Esse projeto é um convite para quebrar o tabu. Um canal de inspiração e de informação para quem vive o luto e para quem deseja ajudar

A arte de se despedir da vida em uma história sobre a amizade masculina

Julian (Ricardo Darín) é um ator argentino que vive em Madri com seu cão, Truman. É divorciado e está morrendo de um câncer de pulmão que se espalhou pelo corpo. Quando decide que não vale a pena continuar o tratamento ele recebe a visita de um velho amigo com quem vive momentos tocantes que nos levam a refletir sobre a coragem, o amor e a finitude

O filme Truman, do barcelonês Cesc Gay (2015), que estreou no Brasil na última semana, conta os quatro dias da visita a Julian de Tomás (Javier Cámara) que o acompanha na tarefa de encontrar um novo lar para o velho cachorro da raça Bulmastif. É a despedida da vida de um homem de meia idade, um ex-galã, como ele lembra em um momento tocante de consciência da inexorável decadência física, e contém os aspectos mais ternos, estranhos e cruelmente divertidos que caracterizam a amizade de dois homens (e um cão) diante de uma adversidade.
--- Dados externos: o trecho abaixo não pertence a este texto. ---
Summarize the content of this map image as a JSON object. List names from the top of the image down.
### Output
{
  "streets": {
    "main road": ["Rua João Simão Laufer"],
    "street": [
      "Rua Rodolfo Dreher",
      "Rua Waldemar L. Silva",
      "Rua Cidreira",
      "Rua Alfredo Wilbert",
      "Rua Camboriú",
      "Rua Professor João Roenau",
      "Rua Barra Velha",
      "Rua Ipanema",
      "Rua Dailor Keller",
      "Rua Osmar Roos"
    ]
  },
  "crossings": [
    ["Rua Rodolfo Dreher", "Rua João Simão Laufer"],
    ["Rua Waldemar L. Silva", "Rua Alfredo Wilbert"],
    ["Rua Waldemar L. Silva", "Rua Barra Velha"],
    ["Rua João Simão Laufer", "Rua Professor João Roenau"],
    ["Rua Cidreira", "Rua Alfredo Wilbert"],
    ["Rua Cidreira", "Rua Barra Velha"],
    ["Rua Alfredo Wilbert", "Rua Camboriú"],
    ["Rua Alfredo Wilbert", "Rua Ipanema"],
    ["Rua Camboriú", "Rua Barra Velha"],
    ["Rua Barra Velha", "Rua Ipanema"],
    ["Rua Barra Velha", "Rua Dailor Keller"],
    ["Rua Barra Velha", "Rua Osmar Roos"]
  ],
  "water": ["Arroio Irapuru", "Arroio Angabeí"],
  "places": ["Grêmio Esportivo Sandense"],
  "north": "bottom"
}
Truman é um filme sobre a amizade masculina e a morte. E toca em pontos importantes sobre as duas coisas. É especialmente real e corajoso quando retrata as situações prosaicas que envolvem a relação travada mas amorosa entre dois homens: diálogos curtos, piadas toscas, carinho meio envergonhado, fidelidade à toda prova. Mas também a falta de jeito de ambos em lidar com o luto antecipado.

truman

A decisão de Julian de desistir de ganhar mais tempo através de um tratamento que exigiria grandes sacrifícios nos faz refletir sobre o prolongamento da vida e as conseqüências que uma escolha sobre como morrer, seja qual for, implica sobre nós mesmos e as pessoas que nos cercam. Não é fácil para quem opta por deixar de se tratar. Não é simples para quem cuida, ama e se sente responsável pelo doente. Exige coragem, determinação e é absolutamente particular. Haverá sofrimento em qualquer alternativa. Falar e pensar a respeito pode nos ajudar a compreender e, se acontecer com a gente ou com alguém perto de nós, lidar com o tema com mais sabedoria e compaixão.

Há também o retrato de questões cotidianas que afetam a rotina de quem encara o próprio fim. Diante da perspectiva da morte, Julian não se constrange em abordar o casal de conhecidos que finge não o ver em um restaurante para evitar o encontro embaraçoso com alguém que sabem estar doente. Ele também não se intimida em trocar a visão cética que manteve por toda uma vida como ateu pelo desejo sincero de acreditar que há, sim, alguma coisa “do lado de lá”. E tem a grandeza de abrir mão do seu maior companheiro, o bonachão Truman, para garantir que fique bem depois da sua partida.

Impossível não rir, se comover ou se debulhar em lágrimas com este filme tão lindo.